Search the listing for "Quick" and copy every line where it appears.

START RECORD SET

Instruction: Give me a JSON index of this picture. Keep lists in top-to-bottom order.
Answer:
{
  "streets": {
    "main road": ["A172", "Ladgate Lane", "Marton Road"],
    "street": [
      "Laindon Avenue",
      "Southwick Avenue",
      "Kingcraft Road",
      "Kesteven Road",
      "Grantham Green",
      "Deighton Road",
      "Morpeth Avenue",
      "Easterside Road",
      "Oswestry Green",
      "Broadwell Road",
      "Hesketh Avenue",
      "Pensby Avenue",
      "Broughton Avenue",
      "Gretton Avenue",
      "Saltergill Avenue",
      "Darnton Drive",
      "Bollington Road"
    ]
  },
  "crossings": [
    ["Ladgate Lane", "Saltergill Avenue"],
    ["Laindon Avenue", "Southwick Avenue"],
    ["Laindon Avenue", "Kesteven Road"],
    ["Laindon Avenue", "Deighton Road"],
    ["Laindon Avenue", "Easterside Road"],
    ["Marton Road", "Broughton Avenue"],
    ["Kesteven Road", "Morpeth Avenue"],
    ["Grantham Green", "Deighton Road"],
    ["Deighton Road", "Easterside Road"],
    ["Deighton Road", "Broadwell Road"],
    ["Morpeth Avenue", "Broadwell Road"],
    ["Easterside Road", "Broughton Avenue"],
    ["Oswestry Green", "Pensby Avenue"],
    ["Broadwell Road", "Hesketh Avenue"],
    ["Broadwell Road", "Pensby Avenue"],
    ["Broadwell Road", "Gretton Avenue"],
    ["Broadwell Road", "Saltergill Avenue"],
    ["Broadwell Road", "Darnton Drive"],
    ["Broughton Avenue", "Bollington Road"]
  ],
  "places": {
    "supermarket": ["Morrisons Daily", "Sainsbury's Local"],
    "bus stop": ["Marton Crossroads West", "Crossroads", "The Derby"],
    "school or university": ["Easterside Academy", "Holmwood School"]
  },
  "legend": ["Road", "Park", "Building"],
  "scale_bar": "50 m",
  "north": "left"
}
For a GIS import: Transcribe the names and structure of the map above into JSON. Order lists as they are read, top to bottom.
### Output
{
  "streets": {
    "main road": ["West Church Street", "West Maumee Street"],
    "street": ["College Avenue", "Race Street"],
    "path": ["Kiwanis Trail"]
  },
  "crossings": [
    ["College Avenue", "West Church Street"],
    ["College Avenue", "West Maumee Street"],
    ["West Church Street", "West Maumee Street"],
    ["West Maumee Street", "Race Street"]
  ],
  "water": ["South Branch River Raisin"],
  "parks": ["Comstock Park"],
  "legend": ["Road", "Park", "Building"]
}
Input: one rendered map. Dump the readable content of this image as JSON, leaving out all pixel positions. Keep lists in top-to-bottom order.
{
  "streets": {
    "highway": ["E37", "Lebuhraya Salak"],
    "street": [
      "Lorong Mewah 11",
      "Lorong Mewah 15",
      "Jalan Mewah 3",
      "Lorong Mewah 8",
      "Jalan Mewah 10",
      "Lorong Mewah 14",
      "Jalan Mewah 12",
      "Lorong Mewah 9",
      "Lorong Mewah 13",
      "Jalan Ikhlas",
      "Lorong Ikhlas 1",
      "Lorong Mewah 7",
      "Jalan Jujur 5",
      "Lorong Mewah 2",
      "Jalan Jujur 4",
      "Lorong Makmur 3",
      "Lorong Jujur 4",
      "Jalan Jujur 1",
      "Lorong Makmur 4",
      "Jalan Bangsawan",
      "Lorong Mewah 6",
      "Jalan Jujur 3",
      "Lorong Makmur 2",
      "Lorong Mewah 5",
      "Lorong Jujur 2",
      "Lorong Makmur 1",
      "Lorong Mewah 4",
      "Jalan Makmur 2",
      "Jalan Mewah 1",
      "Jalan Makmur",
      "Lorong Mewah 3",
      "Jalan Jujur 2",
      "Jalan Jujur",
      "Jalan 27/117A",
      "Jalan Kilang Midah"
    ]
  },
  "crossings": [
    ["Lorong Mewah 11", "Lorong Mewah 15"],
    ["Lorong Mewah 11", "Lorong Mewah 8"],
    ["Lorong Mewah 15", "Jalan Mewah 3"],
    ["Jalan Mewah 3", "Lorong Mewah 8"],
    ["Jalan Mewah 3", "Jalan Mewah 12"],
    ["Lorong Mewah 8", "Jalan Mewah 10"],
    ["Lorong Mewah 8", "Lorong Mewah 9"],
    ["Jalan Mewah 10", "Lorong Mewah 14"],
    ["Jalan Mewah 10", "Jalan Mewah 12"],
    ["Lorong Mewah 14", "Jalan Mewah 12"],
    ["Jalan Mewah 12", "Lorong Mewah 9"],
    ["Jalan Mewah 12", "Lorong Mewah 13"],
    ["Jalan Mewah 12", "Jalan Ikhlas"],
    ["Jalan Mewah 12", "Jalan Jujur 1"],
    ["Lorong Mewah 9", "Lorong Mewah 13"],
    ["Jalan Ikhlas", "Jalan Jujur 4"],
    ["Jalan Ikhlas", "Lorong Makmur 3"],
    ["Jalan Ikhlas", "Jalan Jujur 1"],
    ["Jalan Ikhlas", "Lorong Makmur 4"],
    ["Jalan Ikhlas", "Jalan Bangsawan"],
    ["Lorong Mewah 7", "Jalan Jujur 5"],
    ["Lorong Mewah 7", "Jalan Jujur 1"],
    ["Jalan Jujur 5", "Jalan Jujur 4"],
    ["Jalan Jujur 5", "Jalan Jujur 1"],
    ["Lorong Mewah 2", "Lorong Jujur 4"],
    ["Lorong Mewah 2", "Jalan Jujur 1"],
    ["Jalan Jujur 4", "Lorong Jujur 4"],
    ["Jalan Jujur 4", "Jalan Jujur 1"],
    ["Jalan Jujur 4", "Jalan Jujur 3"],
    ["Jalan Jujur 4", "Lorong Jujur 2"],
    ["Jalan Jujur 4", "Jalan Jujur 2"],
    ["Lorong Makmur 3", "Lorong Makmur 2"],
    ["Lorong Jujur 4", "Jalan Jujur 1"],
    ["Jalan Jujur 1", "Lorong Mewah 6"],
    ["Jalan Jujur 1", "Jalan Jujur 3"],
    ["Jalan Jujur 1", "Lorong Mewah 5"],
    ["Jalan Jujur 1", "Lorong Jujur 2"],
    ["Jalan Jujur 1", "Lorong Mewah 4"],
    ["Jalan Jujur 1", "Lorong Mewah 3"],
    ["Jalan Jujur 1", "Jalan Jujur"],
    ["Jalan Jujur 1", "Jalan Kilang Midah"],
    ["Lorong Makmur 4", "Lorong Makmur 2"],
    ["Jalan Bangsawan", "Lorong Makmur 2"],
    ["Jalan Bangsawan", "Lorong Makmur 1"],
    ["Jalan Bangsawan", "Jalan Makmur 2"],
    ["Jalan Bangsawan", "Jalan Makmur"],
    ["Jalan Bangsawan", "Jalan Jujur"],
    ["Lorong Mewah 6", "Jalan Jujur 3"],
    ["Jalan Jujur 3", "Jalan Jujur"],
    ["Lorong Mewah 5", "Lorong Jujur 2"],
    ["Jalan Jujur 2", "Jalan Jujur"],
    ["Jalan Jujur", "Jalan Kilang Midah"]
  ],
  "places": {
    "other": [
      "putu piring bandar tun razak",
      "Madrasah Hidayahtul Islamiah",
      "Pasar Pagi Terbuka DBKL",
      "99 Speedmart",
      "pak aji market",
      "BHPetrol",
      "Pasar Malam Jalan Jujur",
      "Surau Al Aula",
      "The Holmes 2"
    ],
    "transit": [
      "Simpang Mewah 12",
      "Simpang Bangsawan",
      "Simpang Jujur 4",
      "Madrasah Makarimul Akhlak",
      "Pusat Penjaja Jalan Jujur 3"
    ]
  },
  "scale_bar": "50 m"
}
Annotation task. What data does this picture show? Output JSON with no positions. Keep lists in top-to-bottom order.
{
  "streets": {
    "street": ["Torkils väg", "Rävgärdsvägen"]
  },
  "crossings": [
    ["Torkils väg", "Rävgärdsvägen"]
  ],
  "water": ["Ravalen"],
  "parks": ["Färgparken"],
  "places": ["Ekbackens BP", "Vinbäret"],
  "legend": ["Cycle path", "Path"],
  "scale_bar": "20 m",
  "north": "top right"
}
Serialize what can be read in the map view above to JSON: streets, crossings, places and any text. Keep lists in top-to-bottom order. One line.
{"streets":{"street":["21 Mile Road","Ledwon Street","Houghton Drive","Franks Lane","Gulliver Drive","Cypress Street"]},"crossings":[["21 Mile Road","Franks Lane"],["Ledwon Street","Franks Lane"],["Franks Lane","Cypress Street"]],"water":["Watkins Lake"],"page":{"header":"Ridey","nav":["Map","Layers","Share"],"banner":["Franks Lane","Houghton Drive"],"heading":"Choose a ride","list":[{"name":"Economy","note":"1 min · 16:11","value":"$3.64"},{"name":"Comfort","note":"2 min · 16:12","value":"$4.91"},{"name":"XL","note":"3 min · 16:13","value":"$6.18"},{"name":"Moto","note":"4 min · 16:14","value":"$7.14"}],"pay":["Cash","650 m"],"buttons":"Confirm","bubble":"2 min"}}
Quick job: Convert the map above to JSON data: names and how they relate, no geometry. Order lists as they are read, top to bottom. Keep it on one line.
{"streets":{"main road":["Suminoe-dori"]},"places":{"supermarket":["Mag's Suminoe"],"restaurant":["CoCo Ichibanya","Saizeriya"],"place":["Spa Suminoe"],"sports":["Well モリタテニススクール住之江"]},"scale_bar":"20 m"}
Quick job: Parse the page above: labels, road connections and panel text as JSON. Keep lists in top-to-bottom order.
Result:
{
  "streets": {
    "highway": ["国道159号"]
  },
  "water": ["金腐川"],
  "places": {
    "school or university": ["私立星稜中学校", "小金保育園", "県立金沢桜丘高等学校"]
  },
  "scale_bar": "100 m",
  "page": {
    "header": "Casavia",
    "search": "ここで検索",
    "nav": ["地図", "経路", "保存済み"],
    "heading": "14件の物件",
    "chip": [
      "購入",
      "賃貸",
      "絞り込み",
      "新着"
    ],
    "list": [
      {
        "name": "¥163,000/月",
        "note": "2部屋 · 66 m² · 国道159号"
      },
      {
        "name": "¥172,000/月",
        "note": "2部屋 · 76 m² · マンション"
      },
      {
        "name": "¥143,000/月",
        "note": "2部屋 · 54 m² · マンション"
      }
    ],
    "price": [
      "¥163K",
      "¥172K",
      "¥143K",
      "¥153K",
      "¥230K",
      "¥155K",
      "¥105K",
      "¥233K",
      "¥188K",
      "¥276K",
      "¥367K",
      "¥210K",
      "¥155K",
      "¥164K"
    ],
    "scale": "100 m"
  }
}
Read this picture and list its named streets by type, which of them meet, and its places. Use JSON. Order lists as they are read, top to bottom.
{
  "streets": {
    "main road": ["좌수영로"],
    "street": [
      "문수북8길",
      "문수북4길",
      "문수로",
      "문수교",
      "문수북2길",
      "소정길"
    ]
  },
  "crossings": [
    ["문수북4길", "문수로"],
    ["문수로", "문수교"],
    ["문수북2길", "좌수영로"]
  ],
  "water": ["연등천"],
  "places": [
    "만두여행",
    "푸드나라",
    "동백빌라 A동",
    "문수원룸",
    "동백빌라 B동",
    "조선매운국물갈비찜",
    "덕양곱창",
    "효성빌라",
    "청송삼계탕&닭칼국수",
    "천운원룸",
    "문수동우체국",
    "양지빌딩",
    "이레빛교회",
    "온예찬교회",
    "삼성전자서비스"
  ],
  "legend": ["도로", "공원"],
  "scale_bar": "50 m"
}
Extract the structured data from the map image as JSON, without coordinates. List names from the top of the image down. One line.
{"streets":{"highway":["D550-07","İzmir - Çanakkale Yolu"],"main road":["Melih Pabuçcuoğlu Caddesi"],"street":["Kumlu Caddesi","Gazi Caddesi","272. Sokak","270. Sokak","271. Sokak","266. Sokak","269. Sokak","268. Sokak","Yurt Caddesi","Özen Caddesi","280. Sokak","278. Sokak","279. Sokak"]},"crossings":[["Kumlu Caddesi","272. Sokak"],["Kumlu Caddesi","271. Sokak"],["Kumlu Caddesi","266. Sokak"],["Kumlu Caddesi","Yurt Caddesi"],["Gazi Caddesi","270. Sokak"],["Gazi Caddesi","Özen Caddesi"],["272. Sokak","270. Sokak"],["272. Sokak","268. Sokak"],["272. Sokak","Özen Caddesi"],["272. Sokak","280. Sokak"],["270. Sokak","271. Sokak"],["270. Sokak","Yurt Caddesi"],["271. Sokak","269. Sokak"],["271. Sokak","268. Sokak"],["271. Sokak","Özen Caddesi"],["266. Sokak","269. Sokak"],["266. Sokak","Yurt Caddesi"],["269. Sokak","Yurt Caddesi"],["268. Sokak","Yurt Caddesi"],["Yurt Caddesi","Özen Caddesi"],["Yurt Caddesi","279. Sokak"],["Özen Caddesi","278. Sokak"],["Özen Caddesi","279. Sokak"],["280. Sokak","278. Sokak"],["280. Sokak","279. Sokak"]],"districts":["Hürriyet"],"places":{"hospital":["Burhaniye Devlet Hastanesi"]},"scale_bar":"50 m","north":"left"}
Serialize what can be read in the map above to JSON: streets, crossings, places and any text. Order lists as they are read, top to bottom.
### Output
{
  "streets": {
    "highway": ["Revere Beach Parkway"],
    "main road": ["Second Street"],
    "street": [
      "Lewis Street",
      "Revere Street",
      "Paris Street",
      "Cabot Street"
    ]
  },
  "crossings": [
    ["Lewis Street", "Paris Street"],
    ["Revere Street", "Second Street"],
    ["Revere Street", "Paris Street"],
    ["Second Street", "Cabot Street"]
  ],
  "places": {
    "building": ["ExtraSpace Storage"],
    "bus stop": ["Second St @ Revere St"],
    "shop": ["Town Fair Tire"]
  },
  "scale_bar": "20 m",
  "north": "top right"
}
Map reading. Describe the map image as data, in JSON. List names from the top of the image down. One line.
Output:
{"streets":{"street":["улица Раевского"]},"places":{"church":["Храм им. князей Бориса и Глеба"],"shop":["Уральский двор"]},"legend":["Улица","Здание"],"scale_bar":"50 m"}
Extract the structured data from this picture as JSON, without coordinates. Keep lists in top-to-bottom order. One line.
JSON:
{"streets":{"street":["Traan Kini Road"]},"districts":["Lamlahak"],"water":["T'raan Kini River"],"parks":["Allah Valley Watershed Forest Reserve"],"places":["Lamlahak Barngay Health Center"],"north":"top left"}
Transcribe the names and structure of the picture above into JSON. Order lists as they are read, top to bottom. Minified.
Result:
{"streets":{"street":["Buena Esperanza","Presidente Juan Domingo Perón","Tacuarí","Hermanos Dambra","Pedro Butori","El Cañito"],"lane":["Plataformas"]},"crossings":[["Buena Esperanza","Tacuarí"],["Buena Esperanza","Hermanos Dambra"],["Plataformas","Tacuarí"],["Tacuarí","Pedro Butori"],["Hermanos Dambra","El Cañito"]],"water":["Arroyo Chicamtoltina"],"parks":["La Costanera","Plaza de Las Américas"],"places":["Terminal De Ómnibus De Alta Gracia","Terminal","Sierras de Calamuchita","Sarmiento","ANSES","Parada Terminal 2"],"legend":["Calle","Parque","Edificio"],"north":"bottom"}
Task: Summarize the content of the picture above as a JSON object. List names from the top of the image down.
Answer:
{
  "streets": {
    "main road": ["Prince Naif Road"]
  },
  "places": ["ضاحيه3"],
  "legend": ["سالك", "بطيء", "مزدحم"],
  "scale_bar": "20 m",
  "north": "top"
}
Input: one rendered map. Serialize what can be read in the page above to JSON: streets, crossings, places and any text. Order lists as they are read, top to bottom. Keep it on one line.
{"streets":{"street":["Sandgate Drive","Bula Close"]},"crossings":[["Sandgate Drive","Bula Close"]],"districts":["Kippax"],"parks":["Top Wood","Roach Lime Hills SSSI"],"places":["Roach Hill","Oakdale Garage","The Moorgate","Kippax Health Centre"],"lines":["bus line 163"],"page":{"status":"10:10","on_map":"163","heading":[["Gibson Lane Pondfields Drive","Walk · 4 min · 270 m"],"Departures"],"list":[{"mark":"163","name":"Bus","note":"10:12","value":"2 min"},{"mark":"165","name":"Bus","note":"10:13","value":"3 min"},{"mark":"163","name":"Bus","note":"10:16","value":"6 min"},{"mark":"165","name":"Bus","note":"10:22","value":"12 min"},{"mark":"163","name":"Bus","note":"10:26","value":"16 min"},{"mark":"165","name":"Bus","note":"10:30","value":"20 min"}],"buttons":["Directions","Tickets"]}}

END RECORD SET

### ANSWER
Quick job: Convert the map above to JSON data: names and how they relate, no geometry. Order lists as they are read, top to bottom. Keep it on one line.
Quick job: Parse the page above: labels, road connections and panel text as JSON. Keep lists in top-to-bottom order.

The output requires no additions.